Problem Description
Given a 0-indexed integer array arr, for every index i you must compute the sum of the absolute differences (intervals) between i and every other index where the value is equal to arr[i]. In other words, for each position, sum |i - j| for all indices j (j ≠ i) such that arr[j] == arr[i].
Key Insights
- Group array indices by their corresponding value.
- Use prefix sums to efficiently calculate the sum of intervals for indices in each group.
- For each sorted group, for an index at position i in the group, the contribution from indices to its left and right can be computed in O(1) time using prefix sums.
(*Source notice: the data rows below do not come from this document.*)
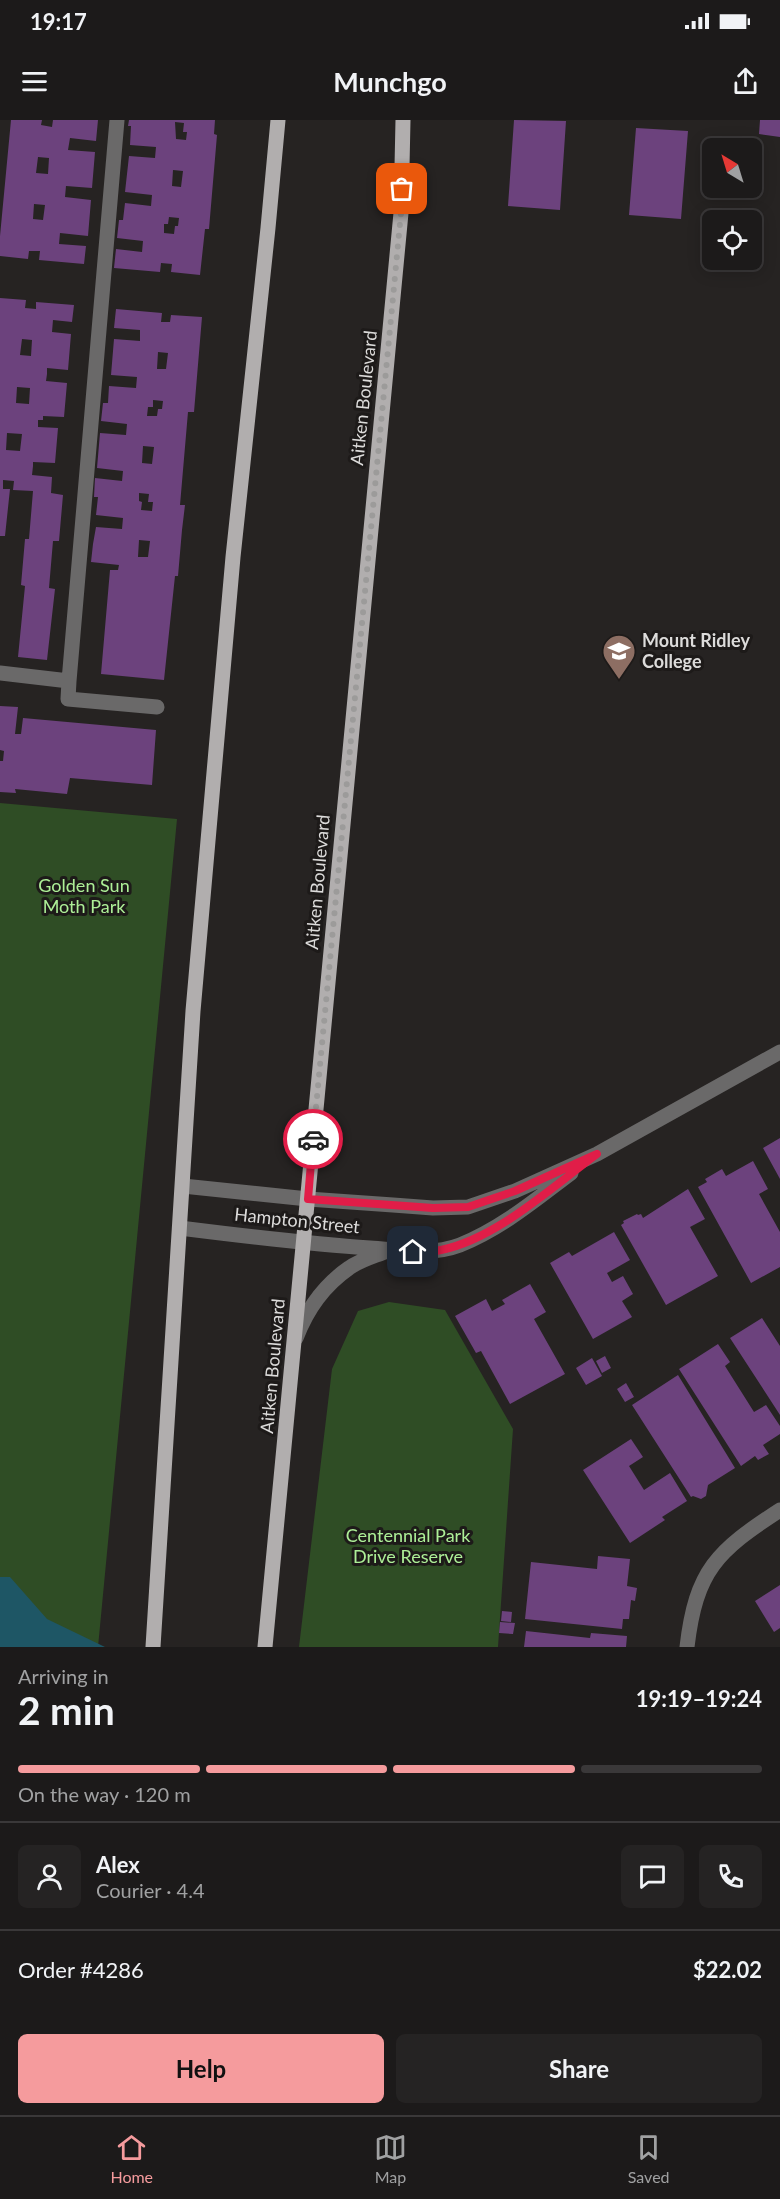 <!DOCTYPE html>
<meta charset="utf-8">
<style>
:root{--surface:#1c1a1a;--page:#252323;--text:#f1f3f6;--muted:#a0a1a2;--line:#3a3839;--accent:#f59b9d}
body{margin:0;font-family:Lato,sans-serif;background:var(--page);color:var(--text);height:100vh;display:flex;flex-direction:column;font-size:22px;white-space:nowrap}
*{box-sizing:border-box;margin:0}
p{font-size:20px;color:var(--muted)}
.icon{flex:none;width:33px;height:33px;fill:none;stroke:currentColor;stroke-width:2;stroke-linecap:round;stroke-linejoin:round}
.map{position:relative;height:1527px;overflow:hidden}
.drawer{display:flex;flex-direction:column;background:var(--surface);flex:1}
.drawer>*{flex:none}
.needle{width:39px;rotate:322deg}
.controls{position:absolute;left:702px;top:18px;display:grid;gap:12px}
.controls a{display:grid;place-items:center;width:60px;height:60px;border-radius:9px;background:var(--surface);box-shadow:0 3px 15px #0003,0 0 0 2px var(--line);font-size:30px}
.pin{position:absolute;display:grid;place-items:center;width:51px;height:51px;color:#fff;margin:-26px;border-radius:12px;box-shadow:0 3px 9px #0006}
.courier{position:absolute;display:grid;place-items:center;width:60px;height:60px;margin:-30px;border:4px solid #e11d48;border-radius:50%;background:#fff;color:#222;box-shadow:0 2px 8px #0007}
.summary em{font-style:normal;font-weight:700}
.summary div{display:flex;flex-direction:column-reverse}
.summary{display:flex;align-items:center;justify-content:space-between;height:102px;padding:0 18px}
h1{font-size:39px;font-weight:700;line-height:45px}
.bar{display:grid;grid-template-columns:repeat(4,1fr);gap:9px 6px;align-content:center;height:72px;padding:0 18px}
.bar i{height:8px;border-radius:4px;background:var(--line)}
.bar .active{background:var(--accent)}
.bar p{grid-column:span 4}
.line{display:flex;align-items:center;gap:15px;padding:0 18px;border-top:2px solid var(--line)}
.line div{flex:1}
.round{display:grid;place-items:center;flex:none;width:63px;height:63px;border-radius:9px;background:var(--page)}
.button{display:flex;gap:12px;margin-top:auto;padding:12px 18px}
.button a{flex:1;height:69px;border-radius:9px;background:var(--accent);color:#111;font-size:24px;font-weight:700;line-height:69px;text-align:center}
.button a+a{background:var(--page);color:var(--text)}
.status{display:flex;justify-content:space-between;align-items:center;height:42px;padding:0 30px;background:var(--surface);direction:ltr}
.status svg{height:16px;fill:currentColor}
header{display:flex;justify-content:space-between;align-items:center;height:78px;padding:0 18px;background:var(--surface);font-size:27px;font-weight:700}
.dock{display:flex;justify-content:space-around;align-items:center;height:84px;border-top:2px solid var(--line);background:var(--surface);font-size:16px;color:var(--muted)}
.dock a{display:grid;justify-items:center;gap:3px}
.dock .active{color:var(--accent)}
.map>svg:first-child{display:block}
.green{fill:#2f4d25}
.water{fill:#1e5665}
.building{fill:#6c427d;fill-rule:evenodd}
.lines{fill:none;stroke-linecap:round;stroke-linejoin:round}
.minor{stroke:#6a6969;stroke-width:15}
.major{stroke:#b1aeae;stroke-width:15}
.done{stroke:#9c9b9a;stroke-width:6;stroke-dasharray:0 10.8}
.route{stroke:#e11d48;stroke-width:8}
.labels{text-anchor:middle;stroke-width:6;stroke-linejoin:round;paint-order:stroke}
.street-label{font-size:18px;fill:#dcdbda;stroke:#1d1a19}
.poi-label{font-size:18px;font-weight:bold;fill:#dcdbda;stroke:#1d1a19;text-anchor:start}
.park-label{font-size:18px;fill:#adef97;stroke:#1d1a19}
</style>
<div class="status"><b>19:17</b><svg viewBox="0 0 49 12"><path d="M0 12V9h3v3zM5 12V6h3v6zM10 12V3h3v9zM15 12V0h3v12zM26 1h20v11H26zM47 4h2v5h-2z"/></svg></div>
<header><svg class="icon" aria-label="menu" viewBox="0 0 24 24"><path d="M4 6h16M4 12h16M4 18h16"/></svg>Munchgo<svg class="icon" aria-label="share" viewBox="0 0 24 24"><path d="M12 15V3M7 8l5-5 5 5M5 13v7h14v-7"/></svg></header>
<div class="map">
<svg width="780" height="1527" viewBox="0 0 780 1527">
<rect width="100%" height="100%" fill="#262322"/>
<path class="green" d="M0,683L177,699L98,1527H0Z
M389,1182L445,1190L513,1309L498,1527H299L332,1249L358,1191Z"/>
<path class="water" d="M0,1457H10L47,1499L105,1527H0Z"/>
<path class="building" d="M11,0H42L41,5L52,7L53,0H98L96,21L70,18L68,30L95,32L92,68L66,66L65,77L91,80L88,116L60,113L59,124L86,126L84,144L39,140L40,131H29L28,139L0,136V116ZM38,37L49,38L48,54L36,53ZM34,84L45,85L43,100L33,99Z
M129,0H215L214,14L217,15L209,109H205L200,155L171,152L172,144L161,143L160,152L114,148L116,129L142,132L143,121L117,118L119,100H123L125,83L151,86L152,75L125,72L129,36L155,38L156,27L130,25L131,6H128ZM175,2L184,3L183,12H187L186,20L176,19ZM173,50L183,51L181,67L172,66ZM169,97L179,98L178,106H175L174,114L164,113V104H168Z
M514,0L566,1L560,90L508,86Z
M760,0H780V17L759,14Z
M636,8L688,11L681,99L629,95Z
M0,178L26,180L25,188L36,189V182L74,185L72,202L53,200L52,212L71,214L68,250L47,248V254L46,261L67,263L64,297L43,296V300H38V307L58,308L55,343L33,342V346L32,355L52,357L51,373L63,375L59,421H53L49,468L55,469L47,540L18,537L25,466L21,465L25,419H29L33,371L13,370L14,361L3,360V369H10L5,416H0ZM22,219L32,220L31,236L20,235ZM17,267L30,268L29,284L16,283ZM7,313L22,314L20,331L6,330Z
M116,189L162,193L161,202H170L171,195L202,197L194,292H188L180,385H185L182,410L178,456H175L164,560L101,554L110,450H118L119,445L91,442L93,424L96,407L122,409L123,398L96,395L98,377H94L95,358L122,361L123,351L97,348L100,313L126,315L127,304L101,301L103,283H108L109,266L136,268L137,257L111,255L114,219L140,221V210L114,208ZM158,232L168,233L166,249H157ZM153,280L163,281L162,289H158L157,296H147L148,287H153ZM143,326L154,327L152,344L142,343ZM139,373L149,374L148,382H153L152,391L141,390L142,382L139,381ZM139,420L150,421L148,437H138Z
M0,586L18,587L15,614H21L23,598L156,610L152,665L70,658L67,674L15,669L16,673L0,672V641H3L4,631L0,630Z
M780,1018V1059L763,1028Z
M753,1041L768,1069L759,1074L780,1112V1147L751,1163L698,1067L707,1062L705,1059L722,1049L726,1056Z
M688,1069L705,1099L690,1107L718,1156L666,1185L621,1105L624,1103L623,1101L637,1094L638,1095L641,1094L643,1098Z
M614,1112L630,1140L607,1153L612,1162L623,1156L633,1174L622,1181L632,1197L593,1219L550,1143L569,1132L572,1136Z
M530,1164L546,1192L534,1199L565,1254L510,1284L481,1231L476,1233L455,1196L486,1179L492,1191L505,1184L502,1180Z
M762,1198L780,1226V1295L730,1218Z
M718,1224L730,1242L725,1246L754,1292L766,1285L780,1306V1314L763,1325L769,1334L758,1340L755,1336L741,1346L679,1249Z
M605,1236L611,1248L602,1253L596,1241Z
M592,1238L602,1256L586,1265L576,1248Z
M678,1255L735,1348L708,1365L706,1376L701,1379L693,1376L691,1377L632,1285Z
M626,1263L634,1277L625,1282L617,1269Z
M631,1319L643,1337L629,1346L644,1370L670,1353L687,1381L662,1397L665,1400L630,1423L583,1350Z
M598,1436L630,1439L627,1466L637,1468L635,1481L631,1480L629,1499H623L622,1509L525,1499L531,1442L597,1449Z
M780,1465V1508L774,1512L755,1481Z
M502,1491L512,1492L511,1502L501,1501Z
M500,1502L515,1503L513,1514L499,1513Z
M526,1511L590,1518L591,1513L627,1516L626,1527H524Z"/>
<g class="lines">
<path class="minor" d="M0,553L69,561L117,0
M69,561L68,579L157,587
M183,1066L308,1079L393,1085L433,1088L468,1087L515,1071L597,1034L780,932
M180,1108C244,1116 307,1124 370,1128C401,1130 431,1136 460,1125C502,1108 535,1080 571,1053
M296,1218C307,1189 323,1166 349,1148C360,1140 375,1136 387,1131
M687,1527C696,1450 717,1431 780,1390"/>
<path class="major" d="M153,1527L193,891L233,437L268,108L278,0
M265,1527L401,93L403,0"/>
</g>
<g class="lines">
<path class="done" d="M313,1019L401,93L402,69"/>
<path class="route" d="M313,1019L308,1079L433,1088L468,1087L515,1071L597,1034C552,1067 496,1119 441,1130C432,1132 422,1132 413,1132"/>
</g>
<defs>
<symbol id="school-pin" viewBox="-11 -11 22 30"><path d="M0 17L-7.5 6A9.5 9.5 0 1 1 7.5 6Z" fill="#8d6e63" stroke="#1d1a19"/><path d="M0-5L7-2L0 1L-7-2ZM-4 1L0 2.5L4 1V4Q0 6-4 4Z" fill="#fff"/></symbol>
</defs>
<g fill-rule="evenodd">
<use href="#school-pin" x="600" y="512" width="38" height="52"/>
</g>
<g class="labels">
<g class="street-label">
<text transform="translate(364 278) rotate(-84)" y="6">Aitken Boulevard</text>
<text transform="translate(318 762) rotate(-85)" y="6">Aitken Boulevard</text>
<text transform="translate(297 1101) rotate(6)" y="6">Hampton Street</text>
<text transform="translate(273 1246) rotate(-85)" y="6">Aitken Boulevard</text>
</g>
<g class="poi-label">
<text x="642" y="527">Mount Ridley<tspan x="642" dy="21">College</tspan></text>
</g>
<g class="park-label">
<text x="84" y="772">Golden Sun<tspan x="84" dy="21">Moth Park</tspan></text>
<text x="408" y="1422">Centennial Park<tspan x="408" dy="21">Drive Reserve</tspan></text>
</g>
</g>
</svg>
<div class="controls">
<a><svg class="needle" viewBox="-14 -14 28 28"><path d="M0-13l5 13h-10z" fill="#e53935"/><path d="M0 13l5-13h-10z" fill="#a0a1a2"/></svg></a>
<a><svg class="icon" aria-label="locate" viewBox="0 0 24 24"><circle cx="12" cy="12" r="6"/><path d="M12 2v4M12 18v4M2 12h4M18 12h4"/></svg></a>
</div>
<div class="pin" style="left:402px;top:69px;background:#ea580c"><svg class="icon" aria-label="bag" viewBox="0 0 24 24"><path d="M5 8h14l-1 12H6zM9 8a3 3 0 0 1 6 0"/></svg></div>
<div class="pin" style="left:413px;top:1132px;background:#1f2937"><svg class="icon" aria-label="home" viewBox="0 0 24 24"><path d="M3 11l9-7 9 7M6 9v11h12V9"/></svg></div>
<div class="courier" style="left:313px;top:1019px"><svg class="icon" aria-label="car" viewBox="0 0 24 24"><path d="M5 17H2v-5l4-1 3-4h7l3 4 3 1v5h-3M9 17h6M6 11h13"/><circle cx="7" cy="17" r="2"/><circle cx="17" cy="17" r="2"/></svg></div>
</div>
<section class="drawer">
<div class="summary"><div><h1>2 min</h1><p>Arriving in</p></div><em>19:19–19:24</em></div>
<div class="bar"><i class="active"></i><i class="active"></i><i class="active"></i><i></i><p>On the way · 120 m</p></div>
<div class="line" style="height:108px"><a class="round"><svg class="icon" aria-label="person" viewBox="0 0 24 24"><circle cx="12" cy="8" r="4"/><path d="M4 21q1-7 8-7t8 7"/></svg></a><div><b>Alex</b><p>Courier · 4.4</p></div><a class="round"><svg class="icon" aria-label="chat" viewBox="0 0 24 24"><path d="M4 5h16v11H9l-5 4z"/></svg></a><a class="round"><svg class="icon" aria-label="phone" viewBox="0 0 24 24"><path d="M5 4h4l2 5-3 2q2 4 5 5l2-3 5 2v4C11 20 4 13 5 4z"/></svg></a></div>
<div class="line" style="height:78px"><div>Order #4286</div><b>$22.02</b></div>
<div class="button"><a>Help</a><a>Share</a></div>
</section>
<nav class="dock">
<a class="active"><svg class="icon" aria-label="home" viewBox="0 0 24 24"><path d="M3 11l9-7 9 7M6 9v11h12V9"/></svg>Home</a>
<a><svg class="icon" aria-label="map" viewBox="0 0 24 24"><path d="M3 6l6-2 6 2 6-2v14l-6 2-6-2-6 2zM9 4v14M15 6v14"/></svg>Map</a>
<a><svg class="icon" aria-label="saved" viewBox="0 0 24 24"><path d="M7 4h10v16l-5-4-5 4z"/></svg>Saved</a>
</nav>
- The final answer for each index is computed by combining distances from left and right within its group.
Space and Time Complexity
Time Complexity: O(n) – Each element is processed once and each group’s intervals are computed in linear time. Space Complexity: O(n) – Additional space is used for storing groups and prefix sums over indices.
Solution
The solution groups indices by their array value using a hash table (or dictionary). For each group (which corresponds to a unique value), the indices are processed in sorted order. A prefix sum array is computed for the group. For each index at position i in the group, the sum of distances to the left is i * current_index - (sum of indices before i) and the sum of distances to the right is (sum of indices after i) - current_index * (number of indices to the right). The sum of these two values is the required output for that index. The computed intervals are stored in the result array.